== What you will do ==
On how many lines of these entries does the word "roads" occur? State the number alone.

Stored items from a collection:
+++

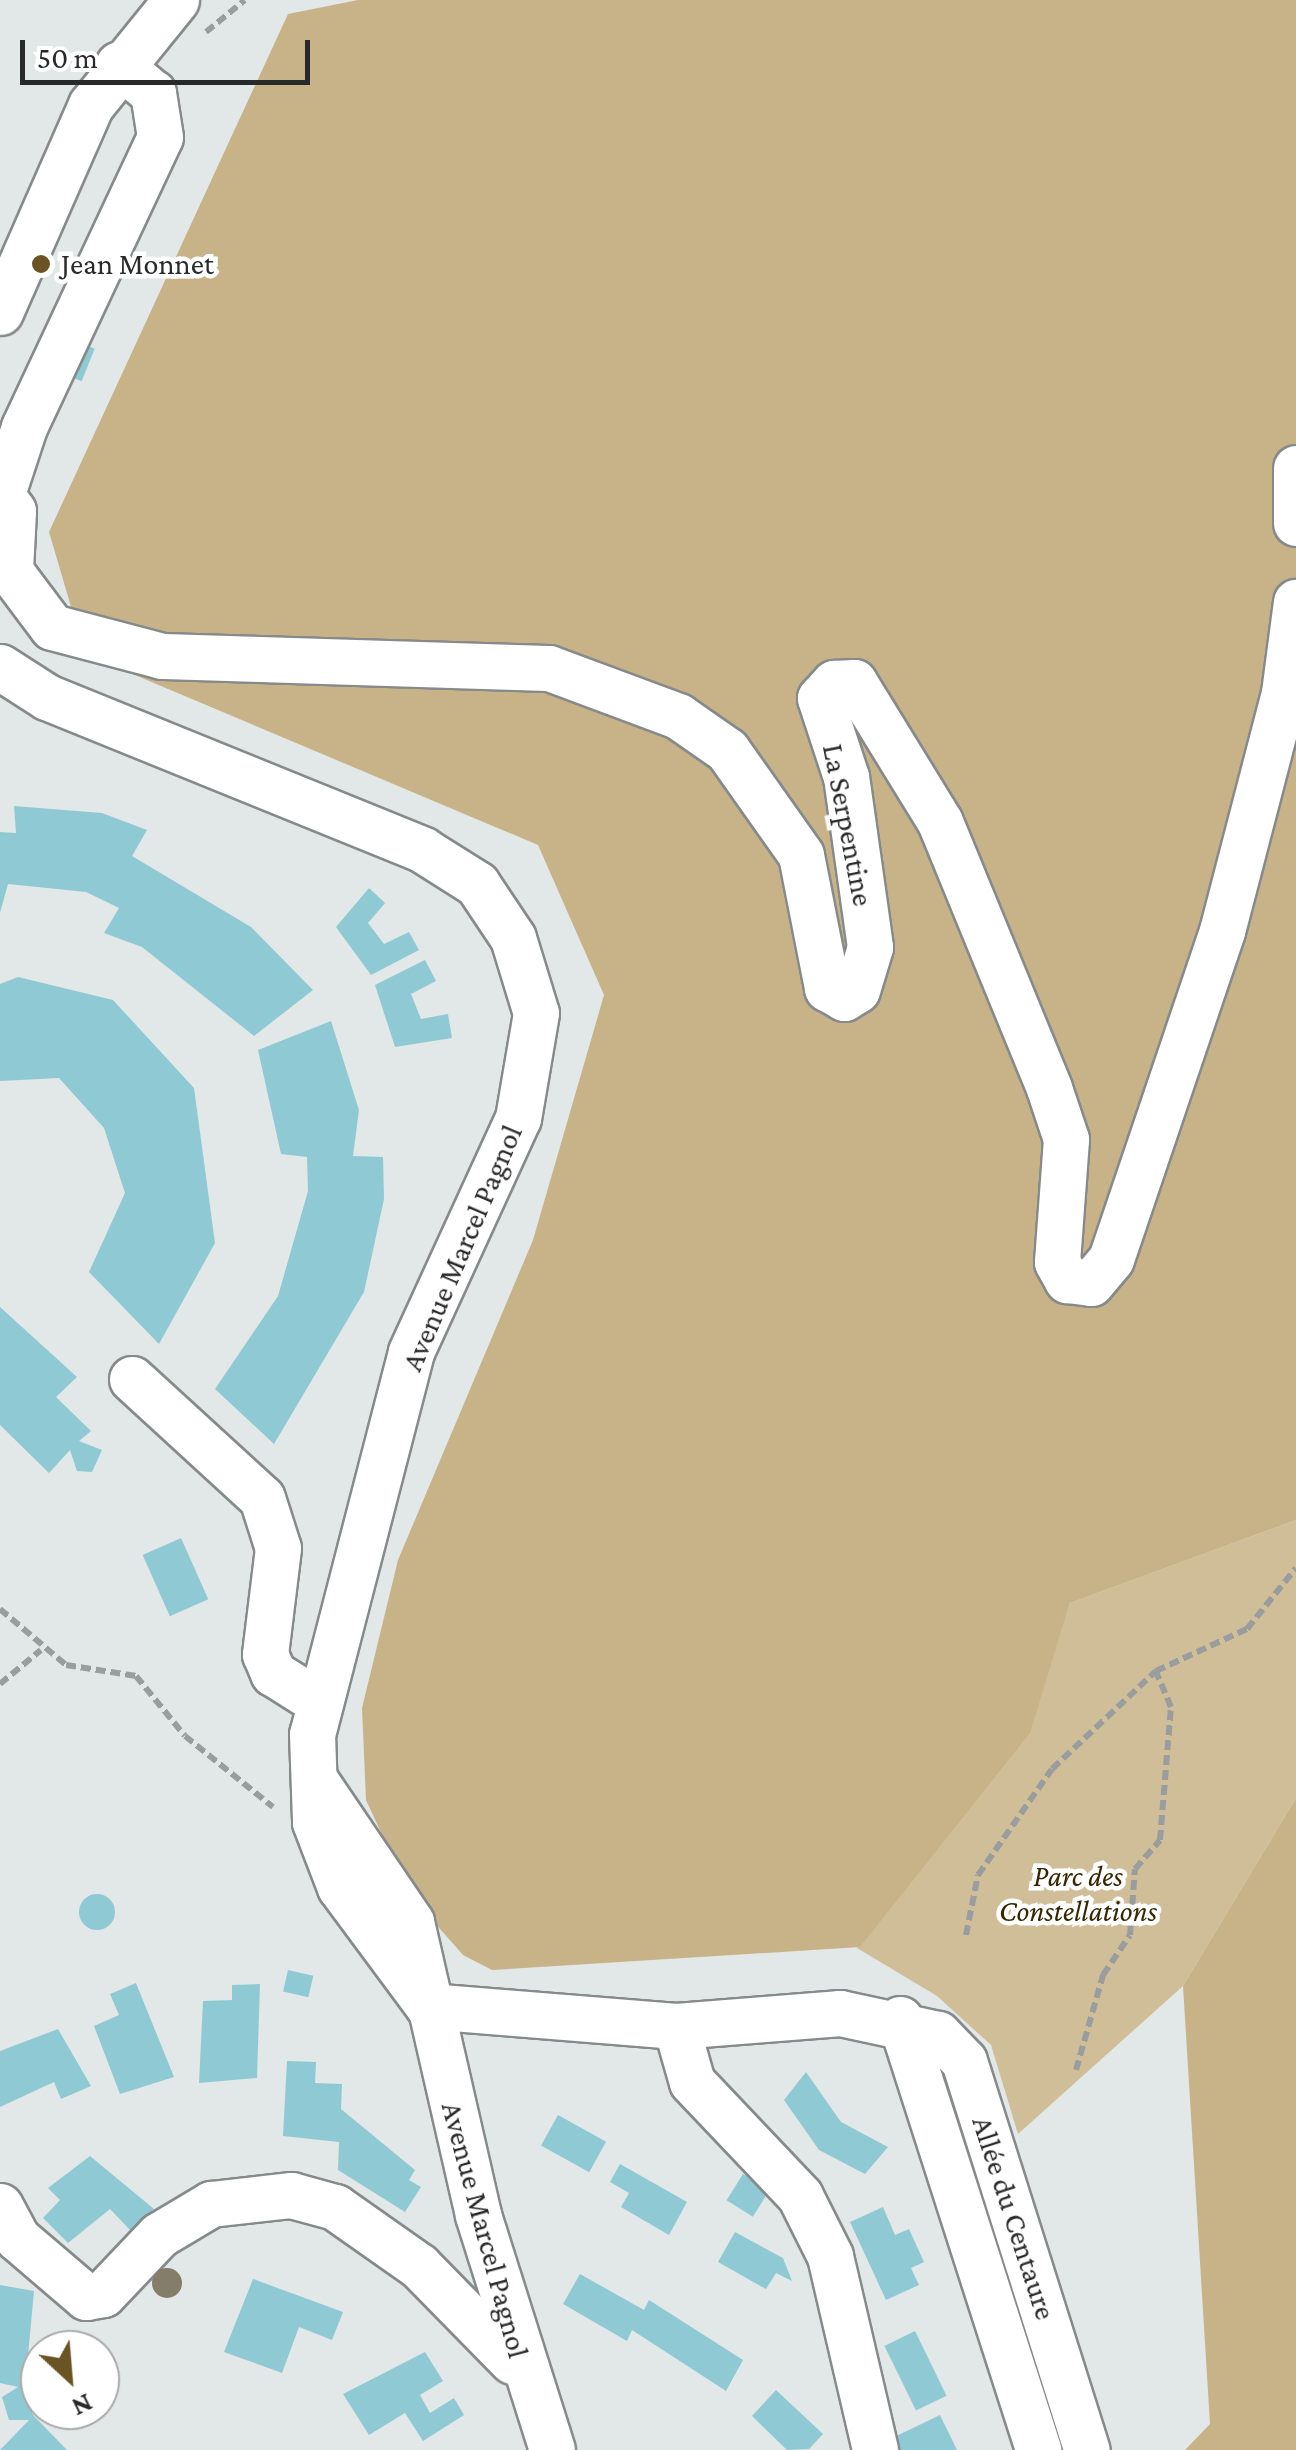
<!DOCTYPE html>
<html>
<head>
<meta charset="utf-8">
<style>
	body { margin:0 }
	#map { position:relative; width:1296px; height:2450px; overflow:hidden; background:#e2e7e7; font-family:"Crimson Pro",serif }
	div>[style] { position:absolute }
	.green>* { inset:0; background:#d0be99 }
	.forest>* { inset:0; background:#c8b388 }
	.building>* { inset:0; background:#8fcad4; transform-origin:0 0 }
	.round { border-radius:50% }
	.path>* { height:6px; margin-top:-3px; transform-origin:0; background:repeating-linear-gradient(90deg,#999d9d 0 10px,transparent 0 15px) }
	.roads { filter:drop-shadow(2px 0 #868a8a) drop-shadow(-2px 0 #868a8a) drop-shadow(0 2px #868a8a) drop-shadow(0 -2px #868a8a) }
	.minor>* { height:45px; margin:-22.5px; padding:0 22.5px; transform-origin:22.5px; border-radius:22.5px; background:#fff }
	.trees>* { width:30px; height:30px; margin:-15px; border-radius:50%; background:#837d69 }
	.dots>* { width:28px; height:28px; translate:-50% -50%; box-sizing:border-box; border:5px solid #fff; border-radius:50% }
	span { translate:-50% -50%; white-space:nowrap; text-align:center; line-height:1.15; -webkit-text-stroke:9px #fff; paint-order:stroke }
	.poi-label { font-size:30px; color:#28292a }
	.left { translate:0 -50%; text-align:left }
	.street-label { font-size:30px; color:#28292a }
	.park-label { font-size:30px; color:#362602; font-style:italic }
	.north { position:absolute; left:20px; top:2330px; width:100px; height:100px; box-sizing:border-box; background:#fff; border:2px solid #a9a9aa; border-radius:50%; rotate:154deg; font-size:28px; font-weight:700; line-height:40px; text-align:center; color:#28292a }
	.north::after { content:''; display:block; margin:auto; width:35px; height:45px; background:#6a5423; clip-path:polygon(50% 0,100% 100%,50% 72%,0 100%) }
	.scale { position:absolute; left:20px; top:40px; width:290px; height:45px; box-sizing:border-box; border:5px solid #28292a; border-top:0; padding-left:12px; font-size:30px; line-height:35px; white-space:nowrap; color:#28292a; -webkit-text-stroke:8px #fff; paint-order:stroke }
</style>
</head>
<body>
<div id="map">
	<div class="green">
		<div style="clip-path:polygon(1296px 1520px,1296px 1798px,1183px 1986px,1018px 2134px,991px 2045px,937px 1996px,857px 1948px,1029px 1733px,1070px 1603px)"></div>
	</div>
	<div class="forest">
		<div style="clip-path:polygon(358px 0,1296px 0,1296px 1520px,1070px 1603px,1030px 1733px,860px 1947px,492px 1970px,463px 1955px,410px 1895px,366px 1800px,362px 1708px,398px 1560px,533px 1240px,604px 995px,538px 845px,85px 654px,49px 532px,288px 14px)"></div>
		<div style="clip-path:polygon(1296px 1798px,1296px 2450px,1185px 2450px,1210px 2424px,1183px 1986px)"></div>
	</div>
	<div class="building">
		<div style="left:78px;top:342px;width:18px;height:35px;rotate:22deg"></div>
		<div style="clip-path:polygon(14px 806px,102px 813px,147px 830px,132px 856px,251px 927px,313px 990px,254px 1036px,142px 947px,104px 933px,119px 908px,86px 892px,8px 884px,0 913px,0 832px,16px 833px)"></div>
		<div style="clip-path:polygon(369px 888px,385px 903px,368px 923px,384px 944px,409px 932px,419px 950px,371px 975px,336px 927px)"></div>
		<div style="clip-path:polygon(425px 960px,436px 981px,411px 994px,421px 1019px,448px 1014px,452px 1038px,395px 1047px,375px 985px)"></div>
		<div style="clip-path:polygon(18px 977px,113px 1000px,194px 1088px,215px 1243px,159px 1344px,89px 1272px,125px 1193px,104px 1128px,59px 1078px,0 1081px,0 984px)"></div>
		<div style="clip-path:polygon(331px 1021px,359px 1110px,353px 1156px,383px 1157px,384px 1199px,364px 1292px,274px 1444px,215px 1389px,278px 1296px,308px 1191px,307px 1157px,281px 1154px,258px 1050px)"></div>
		<div style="clip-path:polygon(0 1307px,77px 1377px,56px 1397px,91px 1431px,79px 1441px,102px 1450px,92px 1472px,77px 1471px,70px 1450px,49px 1473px,0 1425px)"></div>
		<div style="left:181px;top:1538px;width:67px;height:42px;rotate:66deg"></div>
		<div class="round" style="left:79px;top:1894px;width:36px;height:36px"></div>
		<div style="left:288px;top:1970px;width:26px;height:22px;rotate:13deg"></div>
		<div style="clip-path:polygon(136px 1983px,174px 2077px,120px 2094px,94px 2026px,119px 2015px,110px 1994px)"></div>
		<div style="clip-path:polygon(260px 1984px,257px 2078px,199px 2083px,203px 2001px,232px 2000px,232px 1985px)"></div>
		<div style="clip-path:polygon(58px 2029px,91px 2086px,61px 2099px,54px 2082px,0 2107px,0 2051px)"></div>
		<div style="clip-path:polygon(287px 2061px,316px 2062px,315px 2083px,342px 2084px,341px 2109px,415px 2170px,409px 2180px,421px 2187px,405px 2212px,338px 2170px,339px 2142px,283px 2136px)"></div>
		<div style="clip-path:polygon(806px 2072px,841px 2122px,888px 2147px,865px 2174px,819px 2150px,784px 2100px)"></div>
		<div style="left:558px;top:2115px;width:55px;height:35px;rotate:29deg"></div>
		<div style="clip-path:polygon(90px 2156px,154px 2209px,131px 2231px,110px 2209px,68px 2243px,43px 2218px,60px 2200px,48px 2188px)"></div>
		<div style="clip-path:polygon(620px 2164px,687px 2202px,669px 2235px,621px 2207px,629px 2193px,610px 2182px)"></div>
		<div style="left:743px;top:2174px;width:31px;height:31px;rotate:32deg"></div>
		<div style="clip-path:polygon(883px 2207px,895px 2235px,909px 2229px,924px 2262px,911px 2268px,919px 2285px,886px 2300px,850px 2222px)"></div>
		<div style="clip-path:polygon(735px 2232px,783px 2258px,792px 2281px,776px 2273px,766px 2289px,718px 2262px)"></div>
		<div style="clip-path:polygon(580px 2274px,644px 2310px,649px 2300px,743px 2360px,726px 2391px,632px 2330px,627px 2341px,563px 2304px)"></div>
		<div style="clip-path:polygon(253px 2279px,343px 2312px,332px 2340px,299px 2327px,282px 2373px,224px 2352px)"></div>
		<div style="clip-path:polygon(0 2285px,34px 2291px,25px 2388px,33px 2415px,67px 2450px,0 2450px,29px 2420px,9px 2420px,2px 2397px,18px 2387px,0 2383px)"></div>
		<div style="left:915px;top:2331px;width:72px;height:34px;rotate:64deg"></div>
		<div style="clip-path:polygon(425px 2352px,443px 2381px,420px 2395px,430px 2413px,454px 2398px,464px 2415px,423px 2441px,405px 2413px,369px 2435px,343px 2394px)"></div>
		<div style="clip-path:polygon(776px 2390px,823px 2434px,809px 2449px,787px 2450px,752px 2416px)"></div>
		<div style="clip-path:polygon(940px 2415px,957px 2450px,889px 2450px,886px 2441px)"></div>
	</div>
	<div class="path">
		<div style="left:206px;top:32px;width:50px;rotate:-39.4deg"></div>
		<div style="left:0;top:1609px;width:87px;rotate:40.3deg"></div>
		<div style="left:66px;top:1665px;width:71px;rotate:8.9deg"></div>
		<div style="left:136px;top:1676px;width:77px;rotate:50.8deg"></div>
		<div style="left:185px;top:1736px;width:113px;rotate:38.9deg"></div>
		<div style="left:0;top:1684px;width:53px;rotate:-39.7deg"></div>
		<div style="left:966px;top:1935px;width:61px;rotate:-78.7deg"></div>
		<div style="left:978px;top:1875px;width:129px;rotate:-55.1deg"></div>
		<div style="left:1052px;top:1769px;width:143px;rotate:-43.3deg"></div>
		<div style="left:1156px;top:1671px;width:100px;rotate:-24.8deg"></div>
		<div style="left:1247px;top:1629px;width:78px;rotate:-51.2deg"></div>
		<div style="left:1076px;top:2070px;width:99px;rotate:-74.1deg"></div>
		<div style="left:1103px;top:1975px;width:48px;rotate:-56deg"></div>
		<div style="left:1130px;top:1935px;width:66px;rotate:-85.7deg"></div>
		<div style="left:1135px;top:1869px;width:38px;rotate:-49deg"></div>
		<div style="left:1160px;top:1840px;width:133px;rotate:-85.3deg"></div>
		<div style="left:1171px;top:1707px;width:39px;rotate:-113deg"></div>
	</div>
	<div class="roads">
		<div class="minor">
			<div style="left:0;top:312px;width:226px;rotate:-66.3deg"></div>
			<div style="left:91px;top:105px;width:135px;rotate:-51deg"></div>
			<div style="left:1296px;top:468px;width:55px;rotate:90deg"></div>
			<div style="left:0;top:493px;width:22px;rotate:54deg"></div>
			<div style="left:13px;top:511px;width:60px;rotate:92.9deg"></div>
			<div style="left:10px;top:571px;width:70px;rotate:53.1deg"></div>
			<div style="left:52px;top:627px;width:114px;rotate:14.8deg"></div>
			<div style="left:162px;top:656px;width:387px;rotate:1.8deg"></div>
			<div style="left:549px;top:668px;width:138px;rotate:20.4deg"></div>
			<div style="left:678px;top:716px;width:60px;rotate:34.8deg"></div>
			<div style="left:727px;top:750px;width:128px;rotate:54.8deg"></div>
			<div style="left:801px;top:855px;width:136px;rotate:78.9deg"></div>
			<div style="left:827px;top:988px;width:20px;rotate:30deg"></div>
			<div style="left:844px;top:998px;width:15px;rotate:-32deg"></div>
			<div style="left:857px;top:990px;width:45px;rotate:-73.2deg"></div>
			<div style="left:870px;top:947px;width:172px;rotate:-98deg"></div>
			<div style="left:846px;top:777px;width:83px;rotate:-108.2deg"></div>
			<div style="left:820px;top:698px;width:21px;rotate:-47deg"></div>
			<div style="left:834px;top:683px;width:20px;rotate:-3deg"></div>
			<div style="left:854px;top:682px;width:164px;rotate:58.4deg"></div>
			<div style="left:940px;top:822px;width:287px;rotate:67.7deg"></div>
			<div style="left:1049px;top:1088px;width:54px;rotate:71.6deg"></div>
			<div style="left:1066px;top:1139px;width:123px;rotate:94.2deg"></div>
			<div style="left:1057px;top:1262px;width:21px;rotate:61deg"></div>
			<div style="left:1067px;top:1280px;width:24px;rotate:7deg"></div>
			<div style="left:1091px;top:1283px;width:31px;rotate:-50deg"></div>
			<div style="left:1111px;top:1259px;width:346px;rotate:-71.3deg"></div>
			<div style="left:1222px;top:931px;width:246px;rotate:-75.4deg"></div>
			<div style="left:1284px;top:693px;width:92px;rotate:-82.5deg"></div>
			<div style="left:2px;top:494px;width:71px;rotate:-71.8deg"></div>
			<div style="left:24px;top:427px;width:320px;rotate:-64.9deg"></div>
			<div style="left:160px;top:137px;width:45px;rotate:-99deg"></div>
			<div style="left:153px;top:93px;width:45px;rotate:-140.4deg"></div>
			<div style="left:0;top:667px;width:56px;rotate:32.6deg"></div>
			<div style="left:47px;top:697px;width:406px;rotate:22.1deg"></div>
			<div style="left:423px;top:850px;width:64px;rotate:32.2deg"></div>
			<div style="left:477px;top:884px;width:65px;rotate:56.3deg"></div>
			<div style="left:513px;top:938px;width:78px;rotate:73deg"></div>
			<div style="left:536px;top:1013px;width:107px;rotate:99.7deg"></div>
			<div style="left:518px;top:1118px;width:257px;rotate:114.6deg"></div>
			<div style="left:411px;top:1352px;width:395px;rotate:104.5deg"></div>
			<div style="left:312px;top:1734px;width:88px;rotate:88deg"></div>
			<div style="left:315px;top:1822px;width:70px;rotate:69deg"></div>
			<div style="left:340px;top:1887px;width:148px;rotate:53.5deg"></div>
			<div style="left:132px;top:1379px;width:176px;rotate:42.5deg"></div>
			<div style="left:262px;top:1498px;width:52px;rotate:72.3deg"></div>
			<div style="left:278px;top:1548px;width:107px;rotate:97deg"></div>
			<div style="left:265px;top:1654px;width:21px;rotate:67deg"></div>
			<div style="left:273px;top:1673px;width:51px;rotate:32.1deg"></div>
			<div style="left:317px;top:1783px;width:168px;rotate:55.9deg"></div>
			<div style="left:411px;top:1922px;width:301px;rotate:77.1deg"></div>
			<div style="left:478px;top:2215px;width:246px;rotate:72.5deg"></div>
			<div style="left:428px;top:2006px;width:249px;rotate:4.6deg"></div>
			<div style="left:676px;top:2026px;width:165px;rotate:-4.5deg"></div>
			<div style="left:840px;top:2013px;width:100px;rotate:12.1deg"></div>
			<div style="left:938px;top:2034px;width:37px;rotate:46deg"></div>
			<div style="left:964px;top:2061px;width:408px;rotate:72.5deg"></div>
			<div style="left:900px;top:2019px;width:453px;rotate:72.2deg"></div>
			<div style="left:676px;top:2026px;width:58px;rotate:74.1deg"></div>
			<div style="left:692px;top:2082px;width:157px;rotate:46.5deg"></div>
			<div style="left:800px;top:2196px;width:67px;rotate:63.4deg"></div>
			<div style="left:830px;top:2256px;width:199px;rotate:76.9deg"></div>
			<div style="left:0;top:2206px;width:36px;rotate:62deg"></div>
			<div style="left:17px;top:2238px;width:91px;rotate:40.5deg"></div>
			<div style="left:86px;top:2297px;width:17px;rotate:-10deg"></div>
			<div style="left:103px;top:2294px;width:81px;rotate:-46.5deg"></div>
			<div style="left:159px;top:2235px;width:61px;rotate:-30.8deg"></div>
			<div style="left:211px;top:2204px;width:81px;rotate:-6.4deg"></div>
			<div style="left:291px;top:2195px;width:46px;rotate:15.3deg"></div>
			<div style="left:335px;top:2207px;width:103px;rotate:35.1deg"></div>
			<div style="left:419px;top:2266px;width:133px;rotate:45.6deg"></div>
		</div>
	</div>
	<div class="trees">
		<div style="left:167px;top:2283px"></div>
	</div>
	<div class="dots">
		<div style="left:41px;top:264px;background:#6a5423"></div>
	</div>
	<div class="poi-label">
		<span class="left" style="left:61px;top:264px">Jean Monnet</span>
	</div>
	<div class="street-label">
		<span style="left:848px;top:825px;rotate:79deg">La Serpentine</span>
		<span style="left:462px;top:1248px;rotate:-67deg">Avenue Marcel Pagnol</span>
		<span style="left:1014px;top:2218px;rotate:72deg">Allée du Centaure</span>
		<span style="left:485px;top:2230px;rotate:75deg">Avenue Marcel Pagnol</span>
	</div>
	<div class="park-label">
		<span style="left:1078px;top:1893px">Parc des<br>Constellations</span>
	</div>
	<div class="north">N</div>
	<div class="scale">50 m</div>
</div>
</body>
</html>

+++

== Completed task ==
2